* _Task to complete_: The line containing "Input: one rendered" marks where copying starts, so set down that line and each one after it exactly, through the end of the records.

* _Entries supplied_:
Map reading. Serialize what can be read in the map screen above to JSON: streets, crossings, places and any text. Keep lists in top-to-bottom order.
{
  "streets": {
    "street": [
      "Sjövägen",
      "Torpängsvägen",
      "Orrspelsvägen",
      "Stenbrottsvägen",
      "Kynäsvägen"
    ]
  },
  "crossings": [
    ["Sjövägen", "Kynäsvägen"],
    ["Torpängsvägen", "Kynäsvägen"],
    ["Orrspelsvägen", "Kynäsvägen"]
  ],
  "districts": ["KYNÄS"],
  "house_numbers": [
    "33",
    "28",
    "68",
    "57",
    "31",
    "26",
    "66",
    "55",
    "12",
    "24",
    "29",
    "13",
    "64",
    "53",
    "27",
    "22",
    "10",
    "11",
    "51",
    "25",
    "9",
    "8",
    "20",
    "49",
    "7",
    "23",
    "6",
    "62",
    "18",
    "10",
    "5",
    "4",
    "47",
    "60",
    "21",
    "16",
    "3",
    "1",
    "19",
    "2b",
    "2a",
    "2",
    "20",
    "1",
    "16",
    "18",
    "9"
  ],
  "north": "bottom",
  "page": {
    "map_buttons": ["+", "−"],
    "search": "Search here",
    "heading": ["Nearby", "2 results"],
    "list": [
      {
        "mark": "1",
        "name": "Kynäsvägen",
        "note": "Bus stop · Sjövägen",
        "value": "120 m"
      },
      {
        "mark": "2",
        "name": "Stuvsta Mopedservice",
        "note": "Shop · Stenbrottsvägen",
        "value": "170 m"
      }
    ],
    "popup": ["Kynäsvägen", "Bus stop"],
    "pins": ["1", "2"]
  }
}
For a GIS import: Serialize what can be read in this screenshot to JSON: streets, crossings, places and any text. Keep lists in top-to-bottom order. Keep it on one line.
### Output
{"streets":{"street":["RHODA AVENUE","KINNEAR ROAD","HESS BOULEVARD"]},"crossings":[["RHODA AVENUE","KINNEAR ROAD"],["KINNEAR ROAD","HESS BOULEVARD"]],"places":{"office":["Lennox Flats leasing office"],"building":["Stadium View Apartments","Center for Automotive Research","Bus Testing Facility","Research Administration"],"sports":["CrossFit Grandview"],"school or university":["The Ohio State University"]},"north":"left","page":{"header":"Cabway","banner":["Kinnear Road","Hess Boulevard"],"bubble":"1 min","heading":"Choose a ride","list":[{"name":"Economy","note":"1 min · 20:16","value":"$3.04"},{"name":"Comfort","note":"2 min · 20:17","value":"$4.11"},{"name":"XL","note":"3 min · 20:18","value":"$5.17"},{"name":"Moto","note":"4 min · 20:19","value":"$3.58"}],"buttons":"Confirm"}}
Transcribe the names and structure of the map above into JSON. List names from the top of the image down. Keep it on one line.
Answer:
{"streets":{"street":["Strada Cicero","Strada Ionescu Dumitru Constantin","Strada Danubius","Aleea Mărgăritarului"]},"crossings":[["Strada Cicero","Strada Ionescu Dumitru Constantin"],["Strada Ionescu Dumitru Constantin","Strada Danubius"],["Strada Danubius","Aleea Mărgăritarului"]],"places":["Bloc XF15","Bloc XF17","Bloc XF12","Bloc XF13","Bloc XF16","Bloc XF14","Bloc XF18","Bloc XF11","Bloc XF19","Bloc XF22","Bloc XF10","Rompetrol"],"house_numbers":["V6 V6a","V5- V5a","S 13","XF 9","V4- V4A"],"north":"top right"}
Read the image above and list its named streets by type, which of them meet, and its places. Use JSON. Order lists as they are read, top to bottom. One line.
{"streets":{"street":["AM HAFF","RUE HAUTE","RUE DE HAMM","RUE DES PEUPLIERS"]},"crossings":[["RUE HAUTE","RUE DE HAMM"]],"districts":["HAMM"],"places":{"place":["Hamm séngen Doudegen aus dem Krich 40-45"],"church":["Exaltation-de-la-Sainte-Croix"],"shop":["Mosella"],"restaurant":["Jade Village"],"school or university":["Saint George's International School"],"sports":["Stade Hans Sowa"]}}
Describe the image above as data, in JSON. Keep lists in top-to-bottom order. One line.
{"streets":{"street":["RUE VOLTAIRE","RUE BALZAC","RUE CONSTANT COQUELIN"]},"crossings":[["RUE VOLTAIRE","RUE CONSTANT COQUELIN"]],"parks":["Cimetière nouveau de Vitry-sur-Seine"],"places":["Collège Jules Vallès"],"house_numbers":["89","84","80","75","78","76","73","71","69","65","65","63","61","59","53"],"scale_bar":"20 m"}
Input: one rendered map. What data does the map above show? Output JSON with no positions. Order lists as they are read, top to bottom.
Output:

* _Answer box_:
Input: one rendered map. What data does the map above show? Output JSON with no positions. Order lists as they are read, top to bottom.
Output:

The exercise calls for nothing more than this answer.